The author of the article, Isaac Baranoff, appears to know very little about film economics. Except in rare cases, threatrical box office is the *driver* of the other revenue streams such as home media. Otherwise, there's simply no point in releasing a movie theatrically; you might as well go direct-to-DVD or direct-to-download, and avoid the P&A costs associated with getting it into theaters.
In any case, Kaslow, you are conflating the concepts of QUALITY and SUCCESS. They're not the same, and in the entertainment field, only occassionally overlap.
By defintion, theatrical box office is most definitely an indicator of a movie's success, though it's not necessarily an indicator of how good a movie is.
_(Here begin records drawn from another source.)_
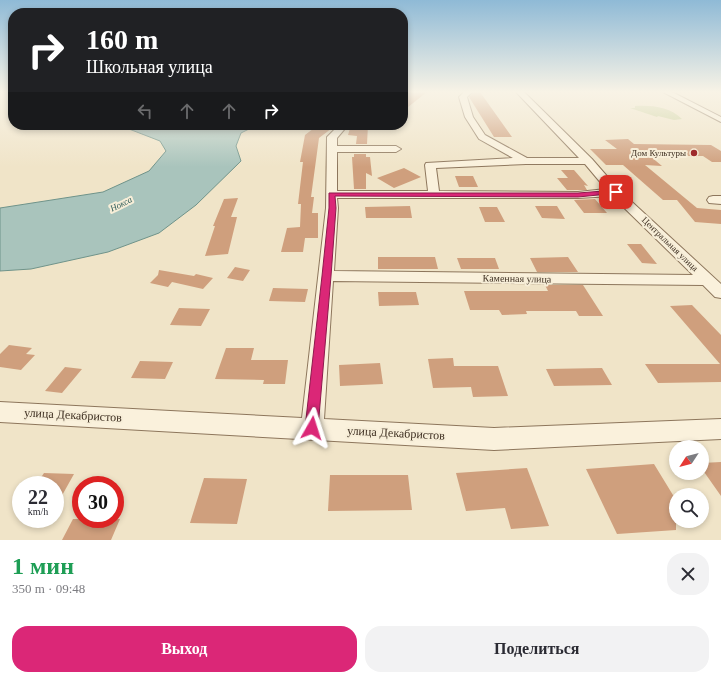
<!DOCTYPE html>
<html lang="ru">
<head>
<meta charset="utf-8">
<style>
  body { margin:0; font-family:"Times New Roman",serif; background:#f2f2f3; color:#2b2b33; height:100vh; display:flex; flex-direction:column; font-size:15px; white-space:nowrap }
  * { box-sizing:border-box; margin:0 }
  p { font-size:13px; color:#7c7c81 }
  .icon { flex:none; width:22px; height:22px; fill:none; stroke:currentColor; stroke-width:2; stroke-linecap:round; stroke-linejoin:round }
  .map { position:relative; height:540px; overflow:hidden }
  .details { display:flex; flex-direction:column; background:#fff; flex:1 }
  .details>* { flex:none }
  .banner { position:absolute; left:8px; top:8px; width:400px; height:122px; border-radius:16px; box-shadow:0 2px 6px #0003; background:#202124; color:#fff; overflow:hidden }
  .needle { width:26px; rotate:234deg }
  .controls { position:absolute; left:669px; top:440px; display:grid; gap:8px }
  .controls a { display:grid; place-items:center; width:40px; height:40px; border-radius:50%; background:#fff; box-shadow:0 2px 6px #0003; font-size:20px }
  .speed { position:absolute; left:12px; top:476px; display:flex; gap:8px; font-size:20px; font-weight:700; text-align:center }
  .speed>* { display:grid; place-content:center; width:52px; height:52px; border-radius:50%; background:#fff; box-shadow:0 2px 6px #0003; line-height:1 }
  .speed small { font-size:10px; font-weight:400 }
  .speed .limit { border:6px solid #d22; background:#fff; color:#111 }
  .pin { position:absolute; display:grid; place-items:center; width:34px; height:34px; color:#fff; margin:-17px; border-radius:8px; box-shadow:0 2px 6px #0006 }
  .me { position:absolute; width:44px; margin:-22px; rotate:6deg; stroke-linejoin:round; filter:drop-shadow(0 0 3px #0008) }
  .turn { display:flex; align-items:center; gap:14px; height:84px; padding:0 12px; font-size:18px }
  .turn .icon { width:52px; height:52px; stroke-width:2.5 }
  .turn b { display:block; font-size:28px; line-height:34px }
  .lanes { display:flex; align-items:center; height:38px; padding:0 12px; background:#0003; justify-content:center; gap:20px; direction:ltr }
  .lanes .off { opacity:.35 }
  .round { display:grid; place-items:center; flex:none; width:42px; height:42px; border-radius:16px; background:#f2f2f3 }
  .overview { display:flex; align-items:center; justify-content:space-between; height:68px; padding:0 12px }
  h1 { font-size:24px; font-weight:700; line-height:30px; color:#1e9e55 }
  .primary-button { display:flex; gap:8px; margin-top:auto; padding:8px 12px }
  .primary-button a { flex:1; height:46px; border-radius:16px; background:#db2777; color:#fff; font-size:16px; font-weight:700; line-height:46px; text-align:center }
  .primary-button a+a { background:#f2f2f3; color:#2b2b33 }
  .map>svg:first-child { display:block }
</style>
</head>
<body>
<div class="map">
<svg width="721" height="540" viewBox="0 0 721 540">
  <rect width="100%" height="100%" fill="#f0e4c8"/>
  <path fill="#c9cf9b" d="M635 106C652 105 670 107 682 119L674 120 658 116 657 117 630 108H635Z"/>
  <path fill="#a9c4bc" stroke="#6f938a" d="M131 125H257L241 133 236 146 241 161 196 205 159 233 108 252 31 269 0 271V208L103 192 149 171 166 151 160 141 129 129Z"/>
  <path fill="#cf9f7d" d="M411 92H427L403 111V96Z
    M473 92H480L512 137H494L469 97Z
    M318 125H336L319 138 311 197H314L312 213H318V238H305L303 252H281L287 228 300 227 301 204H298L303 162H300L305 135Z
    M351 125H368L367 144H356L357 136 348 135Z
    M628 139 634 144 711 145 721 151V162H712L703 156H650L662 166 645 165 697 208 721 210V224L695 222 677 200H663L623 165H606L590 149H617L605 140Z
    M354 154H366V157H370L372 176 366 173V189H354L352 157H354Z
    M404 168 421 177 394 188 377 178Z
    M561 170H574L588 186 584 185 587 190H567L557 178H568Z
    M455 176H473L478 187H459Z
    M238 198 231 217H237L228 254 205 256 215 226H213L224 199Z
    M595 199 607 213H584L574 200Z
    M410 206 412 218H366L365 207Z
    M535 206H557L565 219 542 218Z
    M479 207H497L505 222H485Z
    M627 244H641L657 264 642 263Z
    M378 257H435L438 269H378Z
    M568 257 578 272H537L530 258Z
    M457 258H495L499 269H461Z
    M235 267 250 270 243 281 227 278Z
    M159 270 194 276 196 274 213 278 203 289 172 282 168 287 150 283 158 275Z
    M545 285H583L603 316H579L576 311H526L527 314 502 315 499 310H470L464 291H548Z
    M273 288 308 289 305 302 269 301Z
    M378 292H416L419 305 379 306Z
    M692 305 721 335V382L658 383 645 364H720L670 306Z
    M179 308 210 309 201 326 170 325Z
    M9 345 32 348 26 354 35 355 21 370 0 367V354Z
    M226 348H254L251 360H288L285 384H263L264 380 215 379Z
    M453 358 454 366H498L508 396 473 397 471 387 433 388 428 359Z
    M140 361 173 362 165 379 131 378Z
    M380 363 383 384 340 386 339 365Z
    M65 367 82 369 62 393 45 391Z
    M602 368 612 385 554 386 546 369Z
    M721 462V496L702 469V463Z
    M654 464 676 500V530L617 534 586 469Z
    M527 468 549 526 511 529 505 508 466 511 456 473Z
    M44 473 74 474 55 508V485H36Z
    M330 475H408L412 510 328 511Z
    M204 478 247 479 237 524 190 523Z
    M73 519H120L111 540H62Z"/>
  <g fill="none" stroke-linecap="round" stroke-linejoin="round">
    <g stroke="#8d765c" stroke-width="2">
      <path id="minor" d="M403 92H410L403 95Z
        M464 92H472L467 97 473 117 485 135 527 158H579L516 92H524L592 159 619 190 721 284V298L715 297 703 285 333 281 324 419 494 428 721 419V439L494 450 0 422V402L302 418 326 208 327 137 339 125H348L337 138V146H396L401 149 396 152H337V191H428L425 165 426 163 513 158 479 139 465 117 459 97ZM526 164H585L606 189 578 192 439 191 436 168ZM612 196 693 275 334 271 338 208 337 198H578Z
        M663 92H672L721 117V122Z
        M713 196H721V204L709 203 707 200 709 197Z"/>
    </g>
    <use href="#minor" fill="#faf1dc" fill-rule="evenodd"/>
  </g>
  <linearGradient id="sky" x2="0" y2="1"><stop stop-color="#8fbad6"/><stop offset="0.55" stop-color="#f8f3e6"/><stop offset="1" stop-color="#f8f3e6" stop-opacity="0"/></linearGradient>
  <rect width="721" height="167" fill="url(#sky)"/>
  <path fill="#db2777" stroke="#8e194d" d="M616 190 619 192 618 193 578 197 335 196 336 208 331 276 318 428 316 432 312 434 307 432 305 428 322 276 329 208V193H578Z"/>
  <circle fill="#9e2a2b" stroke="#f7eed8" stroke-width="1.5" cx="694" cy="153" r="4"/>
  <g text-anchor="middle" stroke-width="4" stroke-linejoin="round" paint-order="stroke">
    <g font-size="9" fill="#3d2e20" stroke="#f7eed8" text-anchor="end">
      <text x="686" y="156">Дом Культуры</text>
    </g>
    <g font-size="9" font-style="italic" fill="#2f5d5a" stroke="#f7eed8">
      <text transform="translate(121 204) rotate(-26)" y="3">Нокса</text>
    </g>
    <g font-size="9" fill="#3d2e20" stroke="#f7eed8">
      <text transform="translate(670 244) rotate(44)" y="3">Центральная улица</text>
    </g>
    <g font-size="10" fill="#3d2e20" stroke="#f7eed8">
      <text transform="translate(517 278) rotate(1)" y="4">Каменная улица</text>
    </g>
    <g font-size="12" fill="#3d2e20" stroke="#f7eed8">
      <text transform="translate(73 415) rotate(3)" y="4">улица Декабристов</text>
      <text transform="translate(396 433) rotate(3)" y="4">улица Декабристов</text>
    </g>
  </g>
</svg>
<div class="controls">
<a><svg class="needle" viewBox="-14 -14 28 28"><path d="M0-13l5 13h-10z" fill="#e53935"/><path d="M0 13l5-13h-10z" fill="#7c7c81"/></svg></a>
<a><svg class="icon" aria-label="search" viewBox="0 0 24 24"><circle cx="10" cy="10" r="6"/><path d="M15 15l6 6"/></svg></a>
</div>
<div class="speed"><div>22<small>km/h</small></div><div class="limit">30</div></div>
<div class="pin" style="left:616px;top:192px;background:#d93025"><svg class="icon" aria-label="arrive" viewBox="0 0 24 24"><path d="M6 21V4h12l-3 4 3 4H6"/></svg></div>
<svg class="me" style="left:312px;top:428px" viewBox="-20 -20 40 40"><path d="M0-17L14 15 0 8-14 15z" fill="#db2777" stroke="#fff" stroke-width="4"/></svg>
<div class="banner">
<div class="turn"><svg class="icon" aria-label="right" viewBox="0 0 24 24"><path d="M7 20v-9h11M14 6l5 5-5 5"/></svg><div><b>160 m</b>Школьная улица</div></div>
<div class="lanes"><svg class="icon off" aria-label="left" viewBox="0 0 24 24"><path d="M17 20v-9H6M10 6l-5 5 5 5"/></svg><svg class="icon off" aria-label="ahead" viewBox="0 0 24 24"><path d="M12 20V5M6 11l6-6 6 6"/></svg><svg class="icon off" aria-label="ahead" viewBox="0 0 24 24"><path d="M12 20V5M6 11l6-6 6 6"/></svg><svg class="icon" aria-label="right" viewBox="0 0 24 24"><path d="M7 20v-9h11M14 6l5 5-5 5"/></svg></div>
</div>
</div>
<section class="details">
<div class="overview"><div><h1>1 мин</h1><p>350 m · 09:48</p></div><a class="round"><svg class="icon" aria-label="close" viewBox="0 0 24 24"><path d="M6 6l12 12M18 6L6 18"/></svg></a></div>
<div class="primary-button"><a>Выход</a><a>Поделиться</a></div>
</section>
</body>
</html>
The ultimate driver of a movie's economic success at the box office is, and always has been, word-of-mouth; reviews by professional film critics, even in the dreaded "mainstream media", have very little to do with it. The two Atlas Shrugged movies flopped at the box office because the word-of-mouth was mainly negative.
(And, as I have argued many times on this Web site, the reason the word-of-mouth was mainly negative was that the movies really were appalling for reasons largely having to do with weak screenwriting and unimaginative directing.)
As for Baranoff's statement that Atlas Shrugged Part I recouped its production budget via home media sales, he appears to be just as clueless as he is about everything else. Here are the numbers:
http://www.the-numbers.com/movies/2011/A...
Domestic BO: $4,752,353
Home Market: $3,654,185
Total film revenues to date: 8,406,538
Production budget for Part 1 was $20,000,000
[8,406,538 / 20,000,000] * 100 = 42%
Almost 30 months have elapsed since Part 1 was released theatrically on April 15, 2011, yet the total film revenues, comprising theatrical box office + home media, have recouped only 42% of the production budget — not even half!
On top of that, remember that they cut a distribution deal with Fox in hopes of a promotional budget that never arrived. So out of that $13.50 out of the customer's pocket, I'd be surprised if the producers see even $5.
This production is a vanity product. The customer for this product is the production team, or rather their vanity. Part III will fail just as completely, assuming it even gets made.